Я поклонилась и, стараясь не морщиться от боли, не хромать, направилась через лестницу в номер Бергнеров, чтобы там прибрать, а также привести себя в надлежащий вид.
В номере высилась смятая постель. Возле журнального столика виднелись следы борьбы, а пол в душевой остался залит кровью миссис Бергнер. Сменив белье и уничтожив все следы пребывания постояльцев, я еще раз окинула взглядом номер. Возле шкафа сиротливо остались стоять два чемодана. Будет Дэну задание: сжечь их на заднем дворе.
Я растерла лицо, сбрасывая маску и корчась от боли. То, что демоны не испытывают эмоций, абсолютная ложь, как по мне. Мы чувствуем в тысячи раз ярче и сильнее. В основном похоть, голод, ненависть, злобу. Эмоции тщательно скрываются, но их проблески заметны, когда Повелителя нет рядом. Никогда я не встречала демонов, кто чувствовал бы радость, смущение. У меня ни разу не получалось совершенно ничего не испытывать, но я мастерски научилась прятать то, что, по мнению Фера Люция, не достойно демона.
Вернувшись к себе, застала там мальчишку. Он по-хозяйски развалился на кровати в спальне, куда я никого не пускала, и рассматривал картины.
– Ты что здесь делаешь?
Дэн обернулся ко мне и похлопал ладонью по постели, приглашая прилечь.

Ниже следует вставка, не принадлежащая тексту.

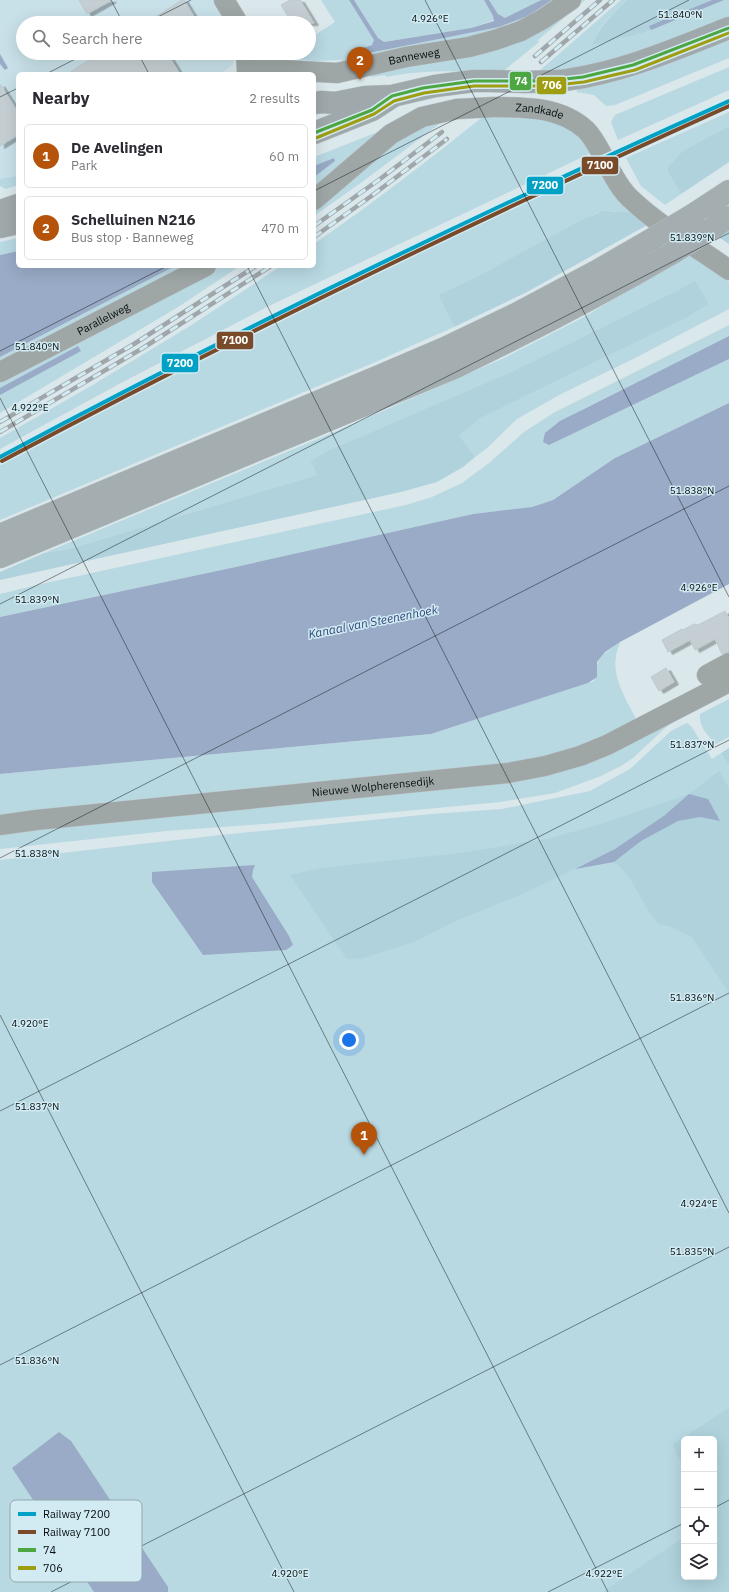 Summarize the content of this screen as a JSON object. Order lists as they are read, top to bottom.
{
  "streets": {
    "street": [
      "Banneweg",
      "Zandkade",
      "Parallelweg",
      "Nieuwe Wolpherensedijk"
    ]
  },
  "water": ["Kanaal van Steenenhoek"],
  "lines": [
    "transit line 74",
    "transit line 706",
    "rail line 7200",
    "rail line 7100"
  ],
  "legend": [
    "Railway 7200",
    "Railway 7100",
    "74",
    "706"
  ],
  "page": {
    "search": "Search here",
    "pins": ["2", "1"],
    "heading": ["Nearby", "2 results"],
    "list": [
      {
        "mark": "1",
        "name": "De Avelingen",
        "note": "Park",
        "value": "60 m"
      },
      {
        "mark": "2",
        "name": "Schelluinen N216",
        "note": "Bus stop · Banneweg",
        "value": "470 m"
      }
    ],
    "map_buttons": ["+", "−"]
  },
  "coordinates": [
    "51.840°N",
    "4.926°E",
    "51.839°N",
    "4.922°E",
    "51.838°N",
    "51.837°N",
    "51.836°N",
    "4.920°E",
    "4.924°E",
    "51.835°N"
  ]
}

– Думал повторить вчерашнее.
Он приподнялся на локтях, пожирая меня взглядом.
– Иди в свой номер. Твоя форма будет готова к утру.
Я скрестила руки и нахмурилась, чувствуя раздражение на вкус – нестерпимо-горькое, обжигающее, словно послевкусие красного перца. Я попыталась вернуть маску на лицо, но махнула рукой: мальчишка вон и не думает сдерживаться, хоть ему досталось.
– Занятные картины.
Дэниэль постучал указательным пальцем по губам, словно обдумывая мысль, которую так и не высказал. Я напряглась, надеясь, что он не успел тронуть другие холсты, завешенные полотном и слишком важные для меня.

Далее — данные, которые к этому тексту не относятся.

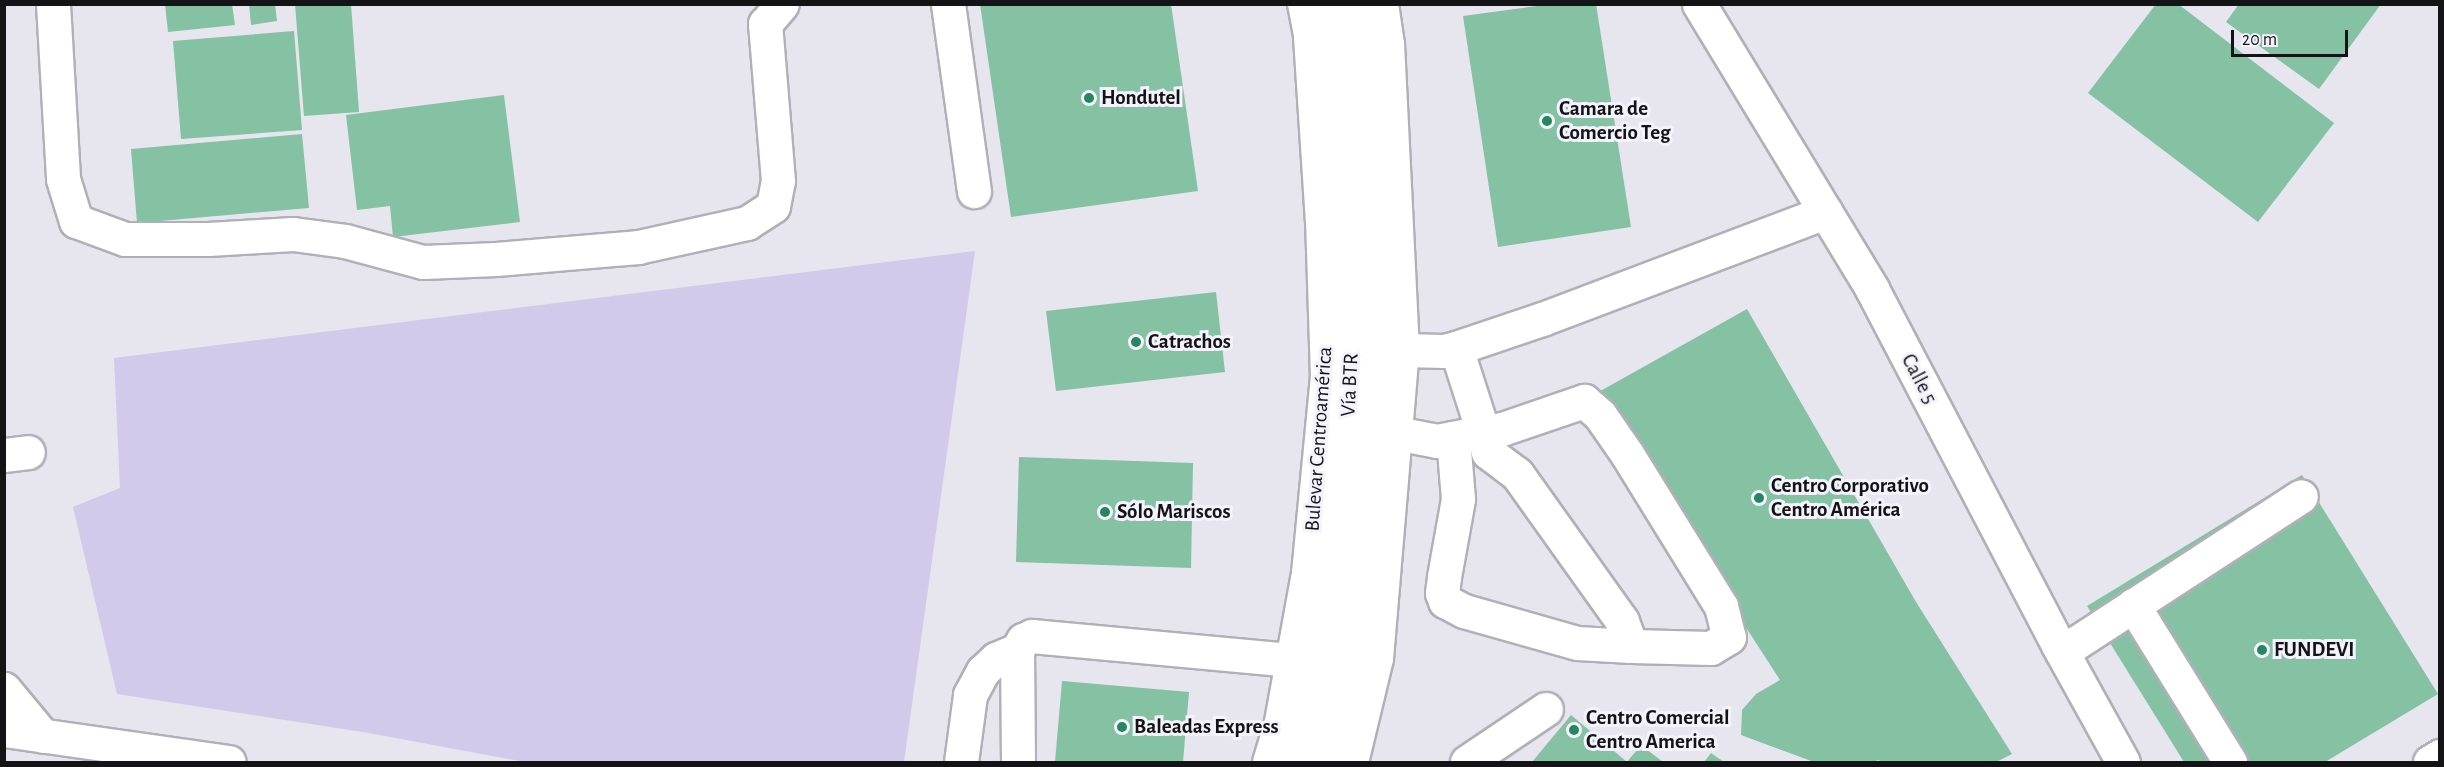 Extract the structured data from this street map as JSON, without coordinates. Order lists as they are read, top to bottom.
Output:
{
  "streets": {
    "main road": ["Calle 5", "Vía BTR", "Bulevar Centroamérica"]
  },
  "places": [
    "Hondutel",
    "Camara de Comercio Teg",
    "Catrachos",
    "Centro Corporativo Centro América",
    "Sólo Mariscos",
    "FUNDEVI",
    "Baleadas Express",
    "Centro Comercial Centro America"
  ],
  "scale_bar": "20 m"
}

– Ладно, – он хлопнул по кровати и вскочил. Дурачась, отвесил поклон и с широкой улыбкой, от которой у меня сводило зубы, скрылся за дверью. Потомок Фауста стал еще омерзительней, чем до превращения. Отчего-то меня злило его новое состояние.
Ниотинский
Кардинал задумчиво мерил шагами прихожую коттеджа. Он не спал всю ночь. Поиски не дали результата. Аэропорт в Праге отказал в информации, ссылаясь на закон об антитеррористической деятельности, а полиция, взяв его заявление и обращение Филиппа, послала мужчин домой. Грегора бесила неспешность чехов. От их излюбленного postupne a v klidu [34] хотелось рушить стены.
«Только бы узнать страну, куда вылетел мальчик, нашлось бы и место».
Несколько десятков доверенных служителей Ордена сейчас мониторили необычные новости, погодные явления и катаклизмы по всей Европе. Грегор знал, что молодой демон может попасть в сводки, как было с Лилит, и эгоистично рассчитывал на это. Ниотинский плевал на сопутствующие жертвы, ведь на кону стояло нечто более значимое.
34
Postupne a v klidu (чеш.) – постепенно и в покое.
Он помнил тот день, когда вместе с ведьмами и плененным демоном произнес слова заклинания, запечатывая вход в Ад. Ниотинский обладал знаниями о нарушении Дьяволом равновесия. Открывая врата и ступая по земле, Фер Люций спускал демонов с поводка, словно цепных псов, чтобы они искушали и терзали людей. Хозяин Ада хотел больше душ и играл не по правилам.
Грегор верил, по крайней мере, в те времена: раз Бог не вмешивается, значит, негласно позволяет кардиналу быть армией Господней. Так, Ниотинский с трудом собрал союзников, действуя на одних угрозами, а на других золотом. Даже привлек несколько поколений Фауста, узнав таким образом о гримуарах и дьявольской сделке. Близился успех, однако Фера Люция в момент произнесения заклинания в Аду не оказалось.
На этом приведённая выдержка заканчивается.